Exact reproduction required: the lines below from the line with "M 965,635 L 987,636" to the line with "M 0,2338 L 28,2339", both ends included, and no others.

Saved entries

• • • • • • •

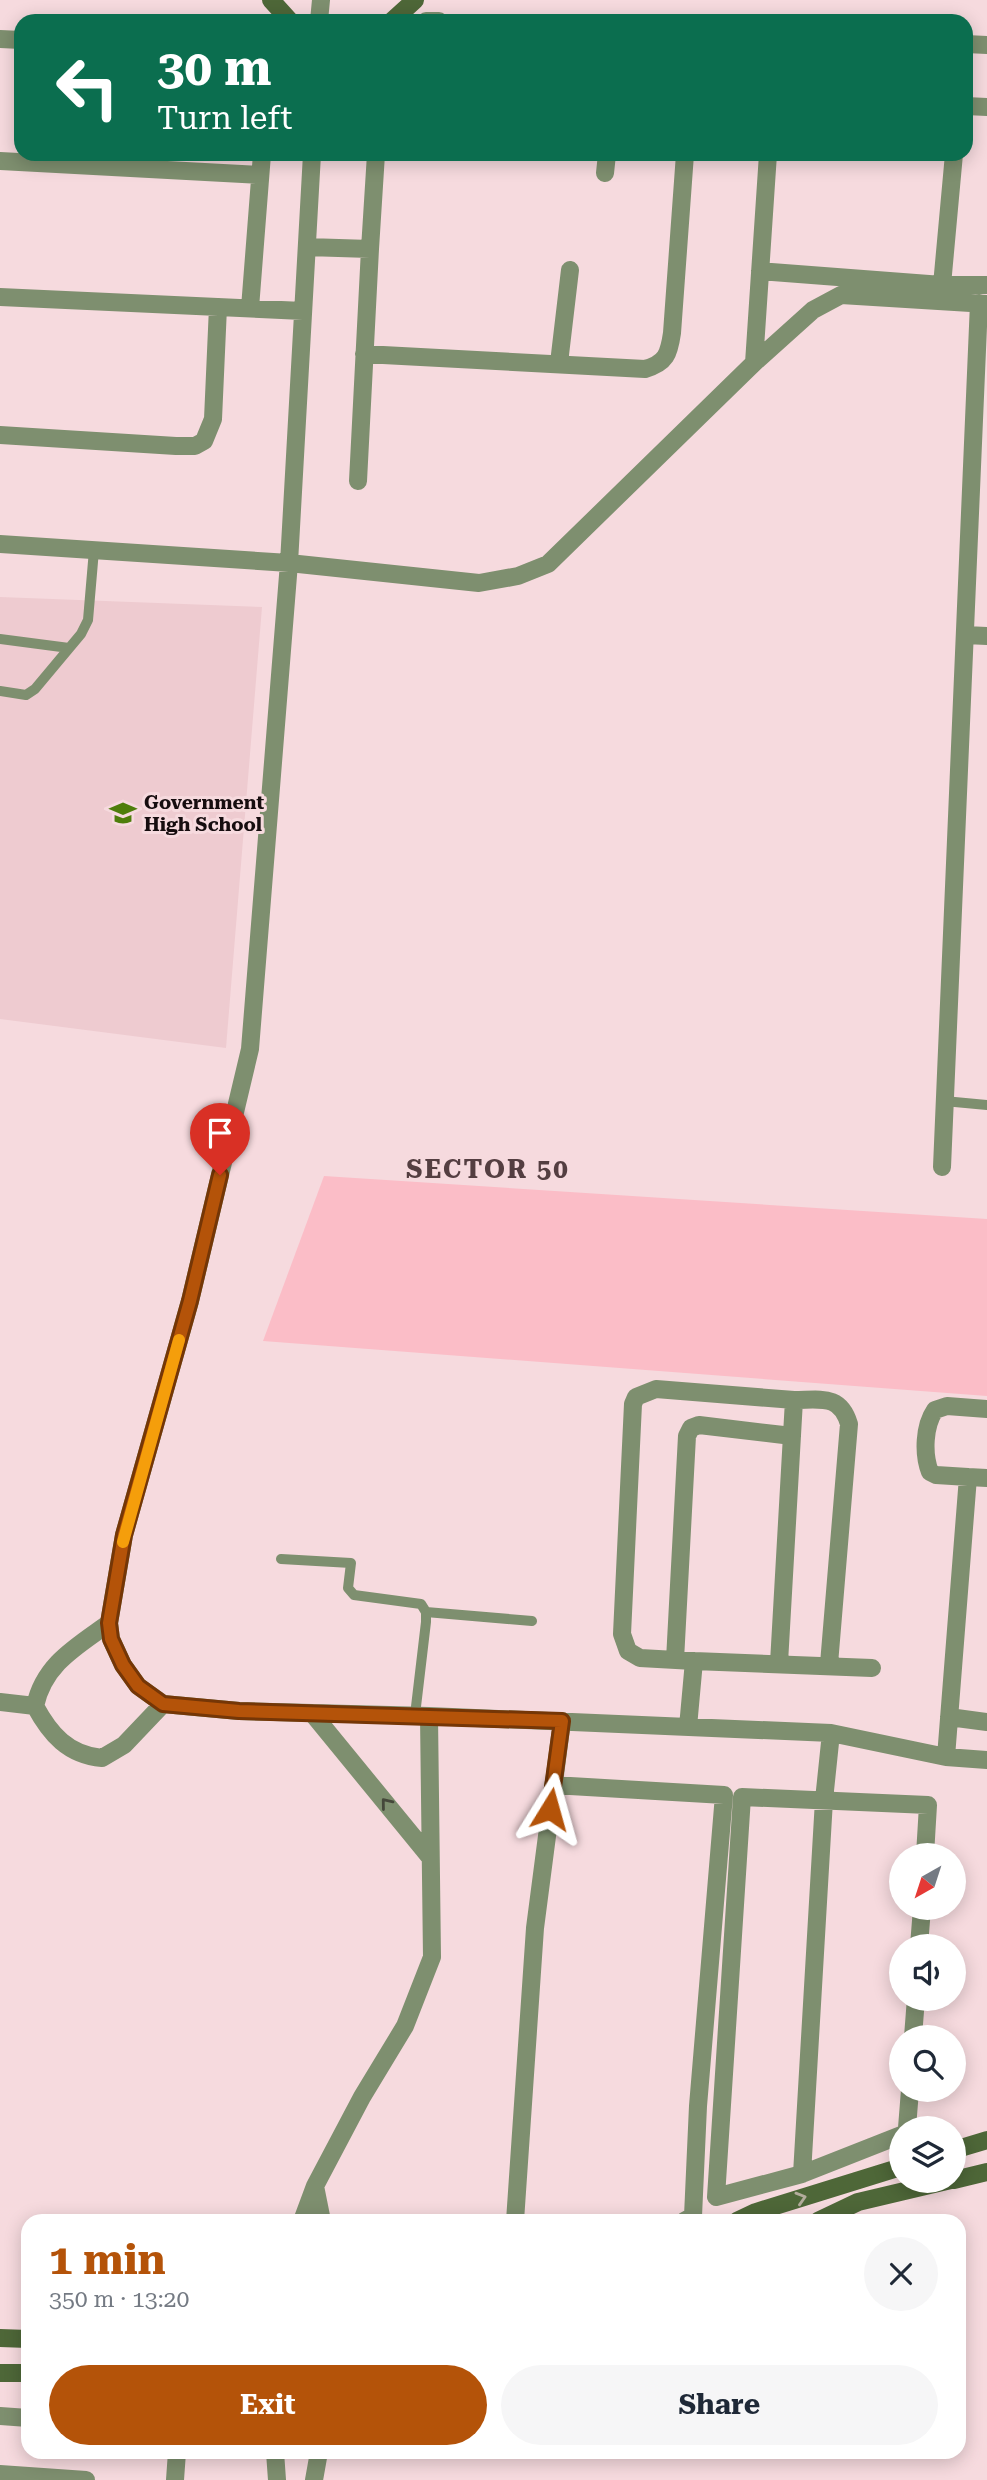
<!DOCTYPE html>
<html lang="en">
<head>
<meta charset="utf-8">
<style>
	:root { --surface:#fff; --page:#f6f6f7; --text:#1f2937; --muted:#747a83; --accent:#b45309 }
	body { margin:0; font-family:"Roboto Serif",serif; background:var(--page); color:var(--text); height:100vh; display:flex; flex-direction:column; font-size:26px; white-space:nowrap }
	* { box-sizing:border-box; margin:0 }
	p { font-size:23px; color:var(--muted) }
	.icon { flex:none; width:38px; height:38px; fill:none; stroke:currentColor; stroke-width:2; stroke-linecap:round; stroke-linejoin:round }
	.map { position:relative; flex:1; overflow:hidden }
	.details { position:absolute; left:21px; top:2214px; width:945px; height:245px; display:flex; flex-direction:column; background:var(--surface); border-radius:21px; box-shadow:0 4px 18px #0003 }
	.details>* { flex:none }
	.hud { position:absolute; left:14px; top:14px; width:959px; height:147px; border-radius:21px; box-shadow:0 4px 18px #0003; background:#0b6e4f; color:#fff; overflow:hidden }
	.needle { width:46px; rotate:219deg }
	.tools { position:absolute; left:889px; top:1843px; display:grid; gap:14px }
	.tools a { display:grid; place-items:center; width:77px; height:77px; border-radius:50%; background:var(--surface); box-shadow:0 4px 18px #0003; font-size:35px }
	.pin { position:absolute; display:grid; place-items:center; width:60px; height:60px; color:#fff; margin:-72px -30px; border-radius:50% 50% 50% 0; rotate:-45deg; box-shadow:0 0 7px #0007 }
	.pin .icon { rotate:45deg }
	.me { position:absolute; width:77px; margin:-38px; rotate:8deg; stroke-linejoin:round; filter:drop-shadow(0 0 5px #0008) }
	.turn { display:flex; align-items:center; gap:24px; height:147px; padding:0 28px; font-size:32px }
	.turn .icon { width:91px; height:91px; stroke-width:2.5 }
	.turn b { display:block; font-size:49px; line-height:60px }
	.round { display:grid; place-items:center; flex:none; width:74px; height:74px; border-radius:37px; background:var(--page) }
	.head { display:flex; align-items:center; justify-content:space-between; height:119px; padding:0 28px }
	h1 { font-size:42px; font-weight:700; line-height:52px; color:var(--accent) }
	.action { display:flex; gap:14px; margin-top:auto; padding:14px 28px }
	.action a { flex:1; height:80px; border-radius:42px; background:var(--accent); color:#fff; font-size:28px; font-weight:700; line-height:80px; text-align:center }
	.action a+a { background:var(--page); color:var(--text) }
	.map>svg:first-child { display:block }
</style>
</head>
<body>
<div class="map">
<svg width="987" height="2480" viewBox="0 0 987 2480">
	<rect width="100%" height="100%" fill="#f6dade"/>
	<!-- built -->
	<path fill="#eecbd0" d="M 0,597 L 262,607 L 226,1048 L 0,1019 Z"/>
	<!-- green -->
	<path fill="#fbbdc7" d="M 324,1176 L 987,1219 L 987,1396 L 263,1341 Z"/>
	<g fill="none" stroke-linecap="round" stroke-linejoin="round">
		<!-- service -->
		<path stroke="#7e8f6f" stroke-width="10" d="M 0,639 L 69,648
			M 0,691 L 26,695 L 35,689 L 81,634 L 88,620 L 94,550
			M 944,1101 L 987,1105
			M 281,1559 L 351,1563 L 348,1588 L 354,1595 L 421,1604 L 426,1612 L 426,1622 L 415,1715
			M 426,1612 L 532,1621"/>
		<!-- minor -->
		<path stroke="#7e8f6f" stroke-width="18" d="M 319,21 L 321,0
			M 426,21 L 439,21
			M 0,39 L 21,40
			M 966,44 L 987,45
			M 966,106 L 987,107
			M 312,154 L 289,563 L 250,1049 L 190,1301 L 124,1535 L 109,1623 L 111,1639 L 123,1665 L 138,1686 L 163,1704 L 239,1711 L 429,1716 L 831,1733 L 946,1757 L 987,1760
			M 0,161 L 260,175
			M 605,173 L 607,154
			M 307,247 L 370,249 L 358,481
			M 370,249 L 376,154
			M 760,271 L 942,285 L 987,285
			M 942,285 L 954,154
			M 0,297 L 303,311
			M 250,308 L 262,154
			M 364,354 L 645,369 C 666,363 669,354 672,333 L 685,154
			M 559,363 L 570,270
			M 754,363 L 768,154
			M 0,435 L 176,446 L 195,446 L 204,441 L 213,419 L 218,307
			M 0,544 L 289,563 L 479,583 L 518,576 L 548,564 L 754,363 L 813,310 L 841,295 L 987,304
			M 965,635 L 987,636
			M 942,1167 L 979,303
			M 968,1477 L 987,1478
			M 109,1623 C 76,1647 44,1664 35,1706 C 50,1734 68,1755 102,1758 L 124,1745 L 163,1704
			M 675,1660 L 687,1436 L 691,1428 L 699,1425 L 792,1436
			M 694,1661 L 640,1658 L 628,1651 L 622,1634 L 633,1404 L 636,1397 L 656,1389 L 794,1400
			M 779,1663 L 794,1400 C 821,1400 840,1394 849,1424 L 829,1664
			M 0,1702 L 35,1706
			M 312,1713 L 429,1856
			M 949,1717 L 987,1722
			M 688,1727 L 694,1661 L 872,1668
			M 946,1757 L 968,1477 L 936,1475 L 930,1472 C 923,1454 924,1426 935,1410 L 947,1406 L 987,1409
			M 553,1785 L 724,1795 L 698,2106 L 693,2216 L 684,2221
			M 919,1946 L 922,1908
			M 913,2037 L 916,1998
			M 907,2128 L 910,2090
			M 901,2135 L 802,2174 L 716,2197 L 742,1797 L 928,1805 L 925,1855
			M 802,2174 L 824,1800 L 831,1733
			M 315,2186 L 322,2221
			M 302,2221 L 315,2186 L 362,2097 L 405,2026 L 432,1957 L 429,1716
			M 515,2221 L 535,1928 L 562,1721
			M 0,2416 L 28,2418
			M 0,2474 L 86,2480
			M 175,2480 L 177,2452"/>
		<!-- tertiary -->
		<path stroke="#7e8f6f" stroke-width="18" d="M 275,2452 L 277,2480
			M 314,2480 L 319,2452"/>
		<!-- secondary -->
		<path stroke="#4e6738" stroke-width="18" d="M 271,0 L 290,21
			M 392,21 L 415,0
			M 954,2150 L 987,2140
			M 954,2180 L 987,2172
			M 737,2221 L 756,2212 L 901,2167
			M 818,2221 L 858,2202 L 951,2180
			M 0,2338 L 28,2339
			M 0,2373 L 28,2373"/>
	</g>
	<!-- one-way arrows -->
	<defs><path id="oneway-chevron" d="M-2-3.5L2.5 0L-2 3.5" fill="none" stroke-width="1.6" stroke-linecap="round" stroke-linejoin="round" transform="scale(1.75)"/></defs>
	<use stroke="#45483a" href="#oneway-chevron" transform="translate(386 1803) rotate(-129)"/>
	<use stroke="#b3ac9c" href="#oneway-chevron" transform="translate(801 2198) rotate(-17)"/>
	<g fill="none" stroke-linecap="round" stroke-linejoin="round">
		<defs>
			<path id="route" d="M 220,1175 L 190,1301 L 124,1535 L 109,1623 L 111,1639 L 123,1665 L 138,1686 L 163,1704 L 239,1711 L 562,1721 L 550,1809"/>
		</defs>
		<!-- route casing -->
		<use href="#route" stroke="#753606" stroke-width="18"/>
		<!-- route -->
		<use href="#route" stroke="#b45309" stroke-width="12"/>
		<!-- slow -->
		<path stroke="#f59e0b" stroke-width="12" d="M 123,1542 L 179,1340"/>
	</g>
	<!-- icons -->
	<defs>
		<symbol id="school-bare" viewBox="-9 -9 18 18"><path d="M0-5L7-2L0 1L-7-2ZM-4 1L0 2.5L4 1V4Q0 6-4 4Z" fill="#4e7e0b" stroke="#f6dade" stroke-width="2.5" paint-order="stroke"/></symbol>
	</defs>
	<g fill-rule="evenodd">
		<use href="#school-bare" x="104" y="794" width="38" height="38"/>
	</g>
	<g text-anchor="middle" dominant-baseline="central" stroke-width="6" stroke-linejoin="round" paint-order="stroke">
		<!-- poi labels -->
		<g font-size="19" font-weight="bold" fill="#160d0f" stroke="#f6dade" text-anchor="start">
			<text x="144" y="802">Government<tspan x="144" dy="22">High School</tspan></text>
		</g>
		<!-- district labels -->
		<g font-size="26" font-weight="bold" letter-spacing="2" fill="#543e41" stroke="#f6dade">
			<text x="488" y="1169">SECTOR 50</text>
		</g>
	</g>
</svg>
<div class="tools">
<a><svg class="needle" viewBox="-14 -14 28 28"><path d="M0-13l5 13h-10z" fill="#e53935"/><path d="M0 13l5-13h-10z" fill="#747a83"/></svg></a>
<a><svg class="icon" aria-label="sound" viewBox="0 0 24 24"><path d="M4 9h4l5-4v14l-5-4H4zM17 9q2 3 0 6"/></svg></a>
<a><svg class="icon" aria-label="search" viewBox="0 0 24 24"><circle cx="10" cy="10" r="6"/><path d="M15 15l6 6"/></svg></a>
<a><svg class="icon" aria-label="layers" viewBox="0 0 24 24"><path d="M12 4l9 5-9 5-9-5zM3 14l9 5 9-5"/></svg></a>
</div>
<div class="pin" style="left:220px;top:1175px;background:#d93025"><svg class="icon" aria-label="arrive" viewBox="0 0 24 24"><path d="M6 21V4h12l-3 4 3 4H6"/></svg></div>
<svg class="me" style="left:550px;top:1809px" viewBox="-20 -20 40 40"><path d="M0-17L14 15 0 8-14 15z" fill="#b45309" stroke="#fff" stroke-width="4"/></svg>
<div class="hud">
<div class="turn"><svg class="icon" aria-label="left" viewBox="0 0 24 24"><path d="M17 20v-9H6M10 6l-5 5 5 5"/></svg><div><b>30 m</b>Turn left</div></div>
</div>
<section class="details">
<div class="head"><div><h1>1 min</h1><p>350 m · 13:20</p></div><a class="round"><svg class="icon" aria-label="close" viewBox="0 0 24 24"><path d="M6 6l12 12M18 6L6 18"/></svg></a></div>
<div class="action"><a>Exit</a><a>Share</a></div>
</section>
</div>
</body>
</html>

• • • • • • •

TASK RESULT
			M 965,635 L 987,636
			M 942,1167 L 979,303
			M 968,1477 L 987,1478
			M 109,1623 C 76,1647 44,1664 35,1706 C 50,1734 68,1755 102,1758 L 124,1745 L 163,1704
			M 675,1660 L 687,1436 L 691,1428 L 699,1425 L 792,1436
			M 694,1661 L 640,1658 L 628,1651 L 622,1634 L 633,1404 L 636,1397 L 656,1389 L 794,1400
			M 779,1663 L 794,1400 C 821,1400 840,1394 849,1424 L 829,1664
			M 0,1702 L 35,1706
			M 312,1713 L 429,1856
			M 949,1717 L 987,1722
			M 688,1727 L 694,1661 L 872,1668
			M 946,1757 L 968,1477 L 936,1475 L 930,1472 C 923,1454 924,1426 935,1410 L 947,1406 L 987,1409
			M 553,1785 L 724,1795 L 698,2106 L 693,2216 L 684,2221
			M 919,1946 L 922,1908
			M 913,2037 L 916,1998
			M 907,2128 L 910,2090
			M 901,2135 L 802,2174 L 716,2197 L 742,1797 L 928,1805 L 925,1855
			M 802,2174 L 824,1800 L 831,1733
			M 315,2186 L 322,2221
			M 302,2221 L 315,2186 L 362,2097 L 405,2026 L 432,1957 L 429,1716
			M 515,2221 L 535,1928 L 562,1721
			M 0,2416 L 28,2418
			M 0,2474 L 86,2480
			M 175,2480 L 177,2452"/>
		<!-- tertiary -->
		<path stroke="#7e8f6f" stroke-width="18" d="M 275,2452 L 277,2480
			M 314,2480 L 319,2452"/>
		<!-- secondary -->
		<path stroke="#4e6738" stroke-width="18" d="M 271,0 L 290,21
			M 392,21 L 415,0
			M 954,2150 L 987,2140
			M 954,2180 L 987,2172
			M 737,2221 L 756,2212 L 901,2167
			M 818,2221 L 858,2202 L 951,2180
			M 0,2338 L 28,2339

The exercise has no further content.